金次郎のファンドは利子を取らないので、仮に10両借りた人がいたとして、1年に2両ずつ返済すれば5年で返せます。返し終わった人に、金次郎はある提案をしました。「あなたはこの5年間、2両を無いものと思い、やりくりしてきた。それを、あと1年だけ続けてはどうだろうか? その2両を、次の人へ送るために……」
かつての日本人は、「お互いさま」「お蔭さま」という思いが強く、多くの人が金次郎に賛同し、自分の受けた恩をほかの人に送っていったのです。こうしてファンドの資金は増え、その恩恵を受けて暮らしを立て直した人々の働きにより、藩の収入も増えていきました。金次郎の考える財政再建の秘策は、道徳と経済の見事な融合にあったのですね。
金次郎の教えをひと言に集約すると、この言葉になるかもしれません。
「道徳なき経済は罪悪であり、経済なき道徳は寝言である」
私は最初、この言葉を「道徳と経済の両方が大事。だから両者のバランスをとることが重要だ」という意味に受け取っていました。
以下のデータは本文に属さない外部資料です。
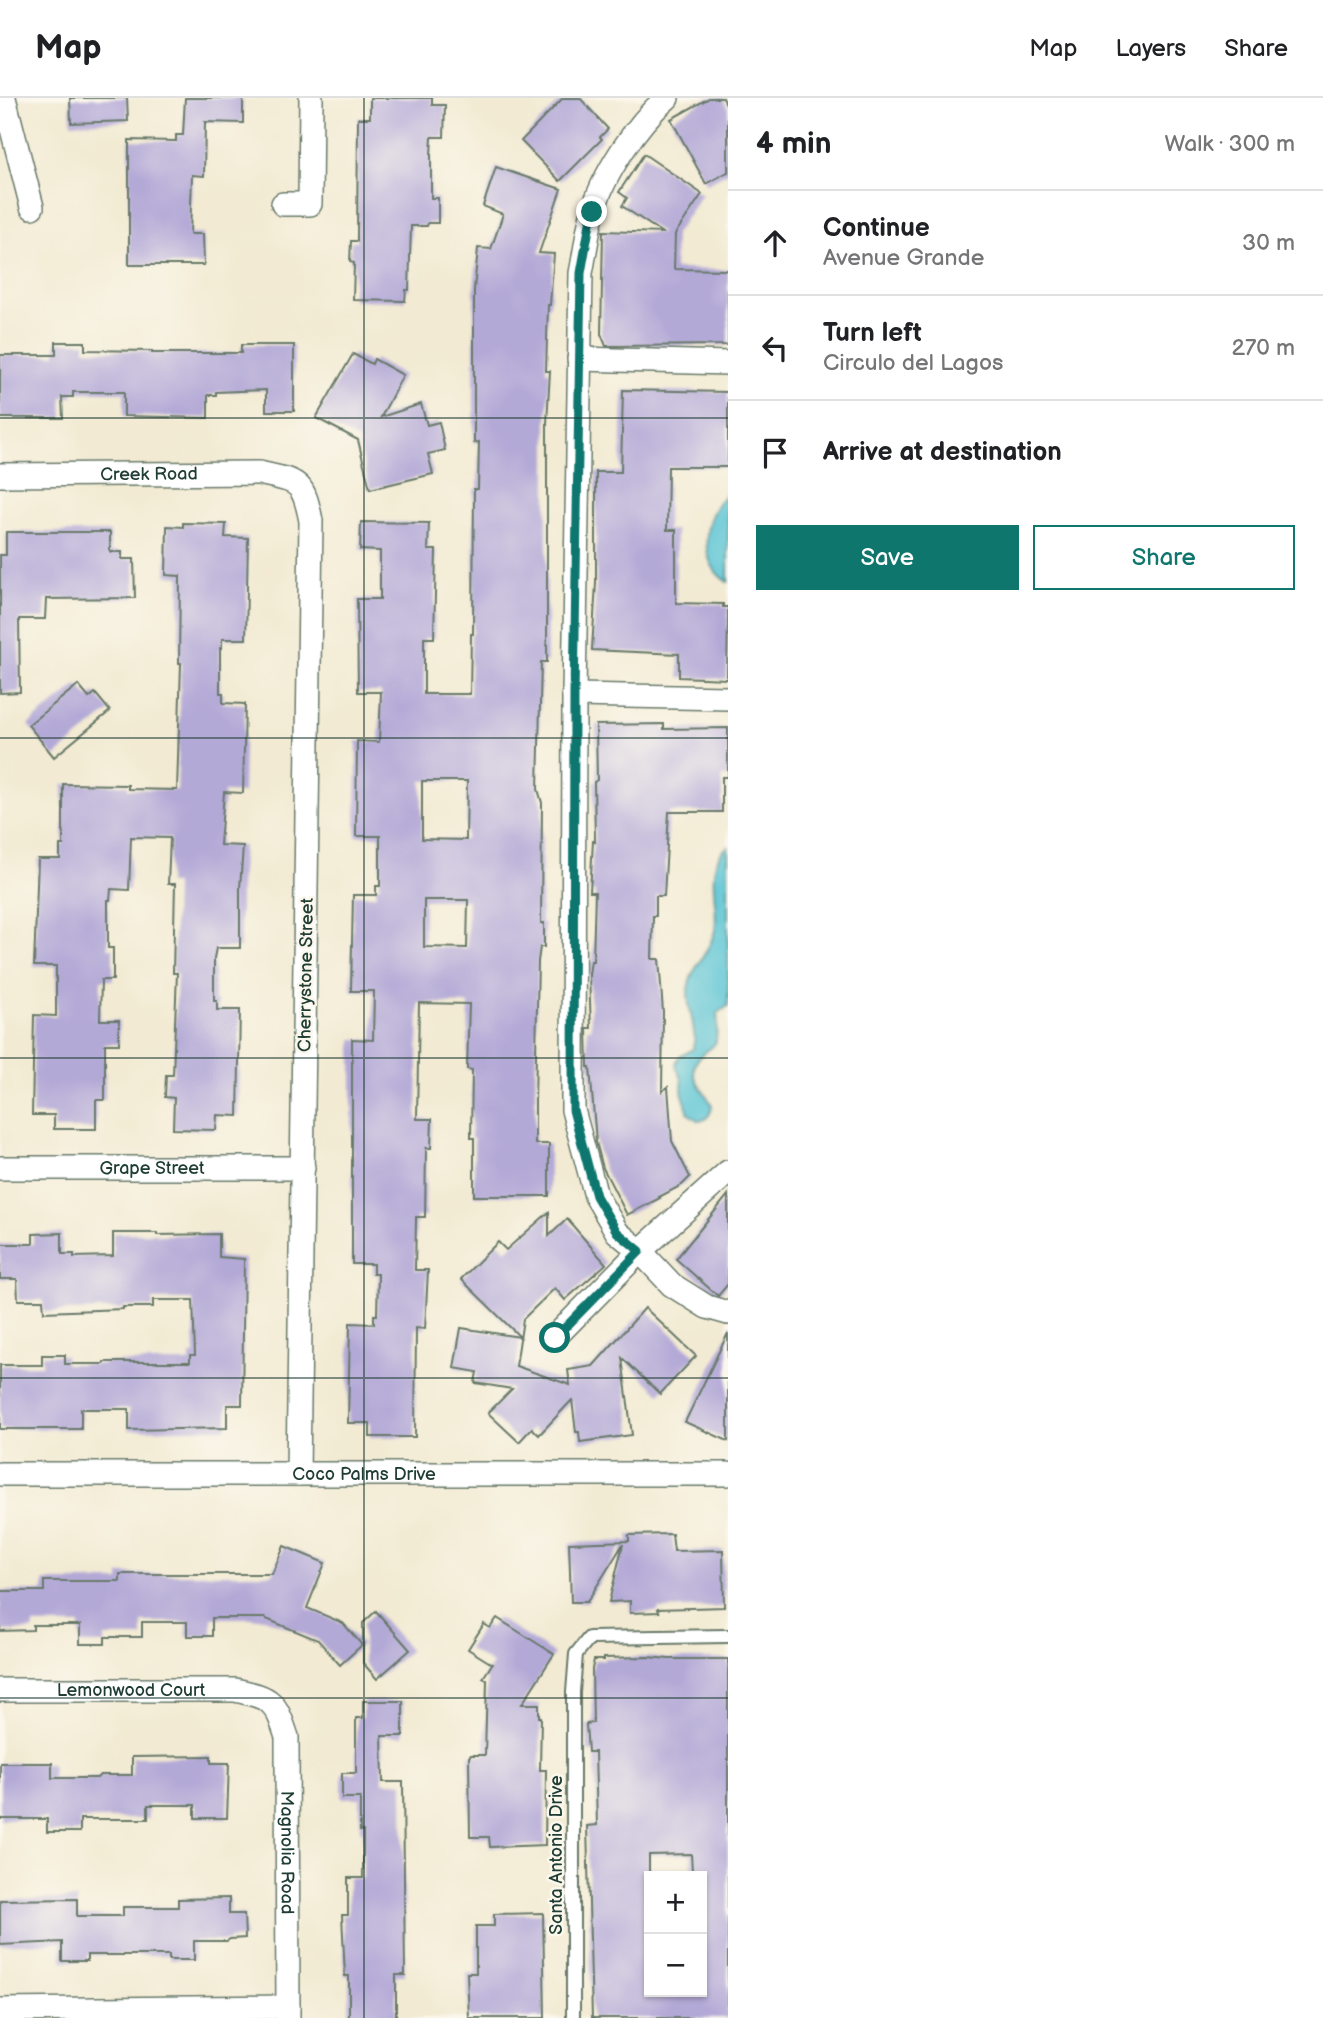 <!DOCTYPE html>
<html lang="en">
<head>
<meta charset="utf-8">
<style>
  :root { --surface:#fff; --page:#f6f6f6; --text:#202124; --muted:#757577; --line:#e0e0e0; --accent:#0f766e }
  body { margin:0; font-family:"Balsamiq Sans",sans-serif; background:var(--page); color:var(--text) }
  .controls { position:absolute; right:21px; bottom:21px; display:grid; overflow:hidden; border-radius:0px; box-shadow:0 2px 5px #0004 }
  .controls button { width:63px; height:63px; display:grid; place-items:center; padding:0; border:0; border-bottom:2px solid var(--line); background:var(--surface); color:var(--text); font:35px sans-serif }
  .stop { position:absolute; width:21px; height:21px; margin:-16px; border:5px solid #0f766e; border-radius:50%; background:#fff }
  .stop.end { background:#0f766e; border-color:#fff; box-shadow:0 2px 7px #0008 }
  .list { margin:0; padding:0; list-style:none }
  h2 { display:flex; justify-content:space-between; align-items:center; height:91px; margin:0; padding:0 28px; font-size:30px }
  h2 small { font-size:23px; font-weight:400; color:var(--muted) }
  .list li { display:grid; grid-template-columns:46px 1fr auto; gap:21px; align-items:center; box-sizing:border-box; height:105px; padding:0 28px; border-top:2px solid var(--line) }
  .list b { display:block; font-size:26px; white-space:nowrap }
  .list p { margin:0; font-size:23px; white-space:nowrap; color:var(--muted) }
  .list em { font-size:23px; font-style:normal; color:var(--muted) }
  .actions { display:flex; gap:14px; padding:21px 28px }
  .actions a { flex:1; padding:16px 0; border:2px solid var(--accent); border-radius:0px; text-align:center; font-size:24px; color:var(--accent) }
  .actions .main { background:var(--accent); color:#fff }
  .icon { flex:none; width:38px; height:38px; fill:none; stroke:currentColor; stroke-width:2; stroke-linecap:round; stroke-linejoin:round }
  .map { position:relative; flex:none; width:728px; height:1920px; overflow:hidden }
  header { display:flex; align-items:center; gap:42px; box-sizing:border-box; height:98px; padding:0 35px; background:var(--surface); border-bottom:2px solid var(--line) }
  header strong { font-size:33px }
  nav { display:flex; gap:38px; margin-inline-start:auto; font-size:24px }
  main { display:flex }
  aside { flex:1; background:var(--surface) }
  .map>svg:first-child { display:block }
</style>
</head>
<body>
<header>
<strong>Map</strong>
<nav><a>Map</a><a>Layers</a><a>Share</a></nav>
</header>
<main>
<div class="map">
<svg width="728" height="1920" viewBox="0 0 728 1920">
  <rect width="100%" height="100%" fill="#fbf7ec"/>
  <filter id="ink" filterUnits="userSpaceOnUse"><feTurbulence type="fractalNoise" baseFrequency=".0143" numOctaves="2"/><feDisplacementMap in="SourceGraphic" scale="14" xChannelSelector="R" yChannelSelector="G"/><feConvolveMatrix kernelMatrix="1 2 1 2 8 2 1 2 1" color-interpolation-filters="sRGB"/></filter>
  <filter id="wash" filterUnits="userSpaceOnUse"><feTurbulence type="fractalNoise" baseFrequency=".00686" numOctaves="4" result="noise"/><feDisplacementMap in="SourceGraphic" scale="28" xChannelSelector="R" yChannelSelector="G"/><feGaussianBlur stdDeviation="1.57" result="paint"/><feColorMatrix in="noise" values="0 0 0 0 0 0 0 0 0 0 0 0 0 0 0 0 0 1.4 0 .05"/><feComposite in="paint" operator="in"/></filter>
  <g filter="url(#wash)">
    <rect width="100%" height="100%" fill="#f2ead2"/>
    <g fill="#5ac4d4" stroke="#3c8084" stroke-width="2">
      <path d="M 728,395 L 728,484 C 697,468 702,414 728,395 Z"/>
      <path d="M 728,749 L 728,908 L 718,915 L 716,944 C 712,950 708,951 703,956 C 681,974 705,992 712,1007 C 712,1015 707,1022 699,1023 L 689,1016 C 687,1008 684,1001 682,993 C 682,989 683,984 682,981 C 678,971 673,970 679,959 L 693,951 C 698,931 687,912 688,892 C 690,870 711,854 715,832 C 720,807 702,766 728,749 Z"/>
    </g>
    <g id="blocks">
      <g fill="#b3a9d7" fill-rule="evenodd">
        <path d="M 70,0 L 127,0 L 128,23 L 71,25 Z"/>
        <path d="M 185,0 L 240,0 L 243,2 L 243,25 L 205,24 L 204,78 L 192,77 L 190,136 L 203,136 L 204,167 L 129,167 L 129,42 L 176,43 L 176,37 L 183,37 Z"/>
        <path d="M 370,0 L 432,0 L 432,7 L 445,7 L 444,39 L 432,39 L 431,57 L 431,100 L 438,100 L 438,125 L 428,125 L 427,128 L 411,128 L 409,192 L 406,192 L 405,203 L 353,202 L 354,165 L 350,164 L 351,143 L 357,143 L 358,20 L 370,20 Z"/>
        <path d="M 563,0 L 580,0 L 608,31 L 600,39 L 602,41 L 560,83 L 521,43 Z"/>
        <path d="M 709,0 L 723,0 L 728,10 L 728,74 L 706,86 L 671,21 Z"/>
        <path d="M 644,56 L 702,96 L 675,136 L 674,171 L 728,172 L 728,247 L 606,248 L 601,236 L 603,133 L 662,135 L 622,108 L 627,100 L 619,94 Z"/>
        <path d="M 496,69 L 561,91 L 539,155 L 554,156 L 550,207 L 548,207 L 546,273 L 550,273 L 547,325 L 547,564 L 541,564 L 538,691 L 542,705 L 541,825 L 544,825 L 544,849 L 540,849 L 538,863 L 535,1003 L 535,1046 L 549,1046 L 549,1098 L 474,1098 L 474,1040 L 471,1040 L 472,972 L 467,971 L 469,906 L 419,905 L 417,1021 L 432,1021 L 431,1050 L 426,1050 L 425,1119 L 416,1119 L 416,1121 L 415,1172 L 428,1172 L 425,1231 L 416,1230 L 415,1339 L 370,1339 L 370,1325 L 348,1325 L 350,1225 L 374,1226 L 374,1217 L 377,1217 L 378,1176 L 373,1176 L 373,1166 L 352,1166 L 352,941 L 373,942 L 374,893 L 351,893 L 353,797 L 376,797 L 376,788 L 380,788 L 380,738 L 356,738 L 357,643 L 379,644 L 381,594 L 358,594 L 357,501 L 380,501 L 380,453 L 360,452 L 361,424 L 429,425 L 428,452 L 436,452 L 434,540 L 424,540 L 424,596 L 470,596 L 471,536 L 473,536 L 474,391 L 478,391 L 479,344 L 474,345 L 474,192 L 478,150 L 491,151 L 503,116 L 483,108 ZM 422,683 L 467,683 L 466,742 L 422,741 ZM 424,802 L 468,802 L 467,850 L 424,849 Z"/>
        <path d="M 56,244 L 85,244 L 85,252 L 152,253 L 152,255 L 241,255 L 241,247 L 294,247 L 294,313 L 266,313 L 266,292 L 216,294 L 216,297 L 208,297 L 208,320 L 124,318 L 124,294 L 73,294 L 73,299 L 62,299 L 63,320 L 0,320 L 0,257 L 56,257 Z"/>
        <path d="M 353,256 L 372,266 L 374,261 L 403,277 L 381,319 L 421,306 L 427,327 L 439,324 L 445,352 L 428,356 L 433,376 L 370,391 L 358,342 L 316,320 Z"/>
        <path d="M 623,292 L 728,294 L 728,369 L 668,369 L 667,432 L 676,432 L 676,505 L 723,506 L 723,509 L 728,509 L 727,581 L 679,579 L 679,556 L 592,552 L 596,485 L 596,374 L 621,374 Z"/>
        <path d="M 183,425 L 226,426 L 225,439 L 248,440 L 246,541 L 222,541 L 222,550 L 220,550 L 220,595 L 223,595 L 223,605 L 245,606 L 243,695 L 224,694 L 220,747 L 243,748 L 240,790 L 240,850 L 216,850 L 214,860 L 214,903 L 217,903 L 217,912 L 240,912 L 238,1018 L 217,1017 L 216,1032 L 173,1031 L 174,1000 L 165,999 L 166,977 L 173,977 L 177,875 L 173,875 L 175,786 L 168,786 L 170,740 L 131,739 L 129,792 L 111,791 L 110,802 L 108,802 L 108,850 L 113,850 L 113,882 L 101,882 L 100,922 L 119,922 L 119,946 L 105,946 L 105,1002 L 96,1002 L 96,1031 L 54,1031 L 54,1017 L 32,1017 L 34,917 L 56,918 L 56,868 L 34,868 L 38,761 L 60,761 L 60,747 L 63,747 L 63,686 L 128,687 L 128,691 L 177,692 L 181,565 L 179,565 L 180,478 L 166,477 L 167,428 L 183,429 Z"/>
        <path d="M 6,434 L 110,434 L 110,454 L 122,454 L 122,461 L 134,461 L 135,500 L 46,501 L 45,521 L 19,521 L 20,594 L 0,595 L 0,457 L 6,457 Z"/>
        <path d="M 78,587 L 89,600 L 95,595 L 110,613 L 54,659 L 28,627 Z"/>
        <path d="M 664,626 L 664,631 L 728,630 L 728,679 L 722,679 L 722,714 L 669,714 L 664,798 L 656,798 L 656,818 L 653,818 L 652,861 L 659,861 L 663,914 L 662,993 L 668,989 L 672,1043 L 690,1079 L 682,1087 L 659,1099 L 660,1100 L 627,1117 L 603,1070 L 596,1044 L 590,969 L 588,969 L 587,930 L 591,930 L 589,876 L 591,863 L 593,863 L 595,794 L 590,794 L 593,743 L 595,744 L 594,684 L 597,682 L 596,627 Z"/>
        <path d="M 728,1097 L 728,1186 L 718,1198 L 676,1161 Z"/>
        <path d="M 549,1114 L 549,1138 L 567,1121 L 606,1166 L 565,1202 L 555,1190 L 523,1221 L 516,1268 L 570,1287 L 568,1272 L 593,1268 L 645,1210 L 696,1258 L 660,1296 L 622,1260 L 632,1337 L 580,1344 L 579,1334 L 576,1334 L 572,1302 L 539,1337 L 532,1330 L 519,1344 L 488,1315 L 512,1291 L 475,1285 L 477,1274 L 454,1270 L 461,1230 L 520,1239 L 461,1181 L 498,1144 L 506,1152 Z"/>
        <path d="M 62,1135 L 62,1156 L 74,1156 L 74,1159 L 113,1158 L 113,1135 L 157,1135 L 157,1137 L 219,1136 L 219,1159 L 244,1161 L 242,1307 L 227,1307 L 227,1330 L 129,1332 L 129,1311 L 81,1311 L 81,1331 L 0,1331 L 0,1267 L 42,1267 L 42,1257 L 65,1257 L 65,1266 L 104,1266 L 104,1264 L 190,1264 L 190,1257 L 195,1257 L 193,1202 L 153,1202 L 153,1209 L 123,1209 L 123,1211 L 44,1214 L 43,1202 L 18,1202 L 17,1181 L 0,1181 L 0,1146 L 33,1146 L 33,1136 Z"/>
        <path d="M 728,1235 L 728,1343 L 685,1324 Z"/>
        <path d="M 672,1436 L 674,1453 L 723,1452 L 724,1509 L 658,1511 L 659,1514 L 630,1515 L 630,1503 L 609,1504 L 623,1446 L 587,1504 L 571,1504 L 569,1445 L 629,1443 L 629,1437 Z"/>
        <path d="M 284,1448 L 325,1465 L 307,1510 L 343,1525 L 362,1547 L 340,1567 L 318,1542 L 264,1520 L 212,1520 L 212,1538 L 187,1538 L 187,1524 L 142,1524 L 142,1539 L 105,1539 L 105,1546 L 80,1546 L 80,1527 L 33,1527 L 33,1532 L 0,1533 L 0,1493 L 44,1493 L 44,1483 L 120,1483 L 120,1476 L 272,1476 Z"/>
        <path d="M 376,1513 L 410,1552 L 377,1581 L 363,1565 L 363,1525 Z"/>
        <path d="M 497,1520 L 554,1556 L 522,1606 L 539,1606 L 539,1619 L 541,1619 L 540,1672 L 546,1672 L 545,1747 L 490,1749 L 489,1739 L 470,1739 L 469,1659 L 471,1657 L 485,1657 L 487,1582 L 483,1580 L 492,1566 L 468,1551 L 484,1526 L 490,1530 Z"/>
        <path d="M 648,1559 L 669,1561 L 728,1561 L 728,1920 L 592,1920 L 587,1728 L 597,1727 L 595,1654 L 588,1654 L 586,1626 L 593,1625 L 592,1571 L 594,1562 L 604,1562 L 604,1560 ZM 691,1756 L 692,1773 L 702,1773 L 702,1894 L 649,1894 L 649,1757 Z"/>
        <path d="M 363,1603 L 403,1603 L 403,1638 L 382,1638 L 383,1684 L 403,1684 L 405,1877 L 396,1877 L 396,1920 L 349,1920 L 349,1878 L 345,1878 L 342,1817 L 348,1817 L 348,1780 L 363,1780 L 363,1733 L 360,1733 L 360,1700 L 342,1700 L 342,1675 L 356,1675 L 356,1620 L 363,1620 Z"/>
        <path d="M 211,1658 L 211,1665 L 229,1665 L 227,1720 L 195,1720 L 195,1707 L 148,1707 L 148,1721 L 80,1721 L 80,1734 L 47,1734 L 47,1721 L 0,1721 L 0,1665 L 52,1665 L 52,1680 L 97,1680 L 100,1677 L 132,1677 L 132,1659 Z"/>
        <path d="M 229,1800 L 229,1816 L 244,1816 L 245,1840 L 230,1841 L 227,1843 L 194,1843 L 194,1862 L 169,1862 L 169,1857 L 87,1857 L 87,1863 L 62,1863 L 62,1844 L 0,1847 L 0,1802 L 77,1801 L 77,1818 L 123,1818 L 123,1809 L 178,1809 L 178,1801 Z"/>
        <path d="M 543,1815 L 545,1920 L 469,1920 L 467,1875 L 476,1875 L 476,1828 L 494,1828 L 494,1816 Z"/>
      </g>
    </g>
  </g>
  <g filter="url(#ink)">
    <use href="#blocks" fill-opacity="0" stroke="#697a6b" stroke-width="2"/>
    <g fill="none" stroke-linecap="round" stroke-linejoin="round">
      <g stroke="#697a6b" stroke-width="16">
        <path id="service" d="M 573,1920 L 573,1594 L 576,1556 L 589,1540 L 728,1538"/>
      </g>
      <g stroke="#697a6b" stroke-width="26">
        <g id="minor">
          <path d="M 4,0 L 32,109"/>
          <path d="M 667,0 C 637,25 601,79 592,117 C 587,136 585,156 581,175 L 574,597 L 573,1012 L 596,1098 L 617,1134 L 640,1153 L 672,1187 L 707,1209 L 728,1215"/>
          <path d="M 283,106 L 310,106 L 311,0"/>
          <path d="M 579,261 L 728,265"/>
          <path id="s1" d="M 0,377 L 259,375 C 298,384 303,381 311,423 L 298,1376"/>
          <path d="M 574,597 L 728,600"/>
          <path id="s2" d="M 0,1070 L 303,1070"/>
          <path d="M 555,1239 L 640,1153 L 728,1074"/>
          <path id="s3" d="M 0,1376 L 728,1376"/>
          <path id="s4" d="M 0,1592 L 235,1592 C 273,1600 275,1603 287,1639 L 288,1920"/>
          <path d="M 0,1912 L 288,1909"/>
        </g>
      </g>
      <use href="#service" stroke="#fff" stroke-width="12"/>
      <use href="#minor" stroke="#fff" stroke-width="23"/>
    </g>
  </g>
  <g fill="none" stroke-linecap="round" stroke-linejoin="round" filter="url(#ink)">
    <path stroke="#0f766e" stroke-width="9" d="M 555,1240 L 640,1153 L 617,1134 L 596,1098 L 573,1012 L 574,597 L 581,175 L 592,114"/>
  </g>
  <path fill="none" stroke="#1f3d34" stroke-width="2" stroke-opacity="0.55" d="M 364,0 L 364,1920M 0,320 L 728,320M 0,640 L 728,640M 0,960 L 728,960M 0,1280 L 728,1280M 0,1600 L 728,1600"/>
  <g text-anchor="middle" dominant-baseline="central" stroke-width="5" stroke-linejoin="round" paint-order="stroke">
    <g font-size="18" fill="#1f3d34" stroke="#fbf7ec">
      <text stroke="none"><textPath href="#s1" startOffset="149">Creek Road</textPath></text>
      <text transform="translate(306 877) rotate(-89)">Cherrystone Street</text>
      <text stroke="none"><textPath href="#s2" startOffset="152">Grape Street</textPath></text>
      <text stroke="none"><textPath href="#s3" startOffset="364">Coco Palms Drive</textPath></text>
      <text stroke="none"><textPath href="#s4" startOffset="131">Lemonwood Court</textPath></text>
      <text stroke="none"><textPath href="#s4" startOffset="427">Magnolia Road</textPath></text>
      <text transform="translate(556 1757) rotate(-90)">Santa Antonio Drive</text>
    </g>
  </g>
</svg>
<div class="controls">
<button>+</button>
<button>−</button>
</div>
<div class="stop" style="left:555px;top:1240px"></div>
<div class="stop end" style="left:592px;top:114px"></div>
</div>
<aside>
<h2>4 min<small>Walk · 300 m</small></h2>
<ul class="list">
<li><svg class="icon" aria-label="ahead" viewBox="0 0 24 24"><path d="M12 20V5M6 11l6-6 6 6"/></svg><div><b>Continue</b><p>Avenue Grande</p></div><em>30 m</em></li>
<li><svg class="icon" aria-label="left" viewBox="0 0 24 24"><path d="M17 20v-9H6M10 6l-5 5 5 5"/></svg><div><b>Turn left</b><p>Circulo del Lagos</p></div><em>270 m</em></li>
<li><svg class="icon" aria-label="arrive" viewBox="0 0 24 24"><path d="M6 21V4h12l-3 4 3 4H6"/></svg><div><b>Arrive at destination</b></div></li>
</ul>
<div class="actions"><a class="main">Save</a><a>Share</a></div>
</aside>
</main>
</body>
</html>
ところが、金次郎の生涯を紐解いていくうちに、「道徳と経済は一元のものである」という考えに至りました。言い換えれば「経済を通して道徳を磨き上げる」または「道徳を磨く場が経済である」と表現することができます。道徳と経済は両立させるものではなく、「表裏一体である」ということです。
利益だけを追求する風潮がまだまだ根強い現代社会にあって、金次郎の経営のあり方を難しいと感じる人は少なくないでしょう。確かに簡単ではありませんよね。でも、永続性に長け、最後に残るのは、この日本型の経営のあり方だと私は確信しています。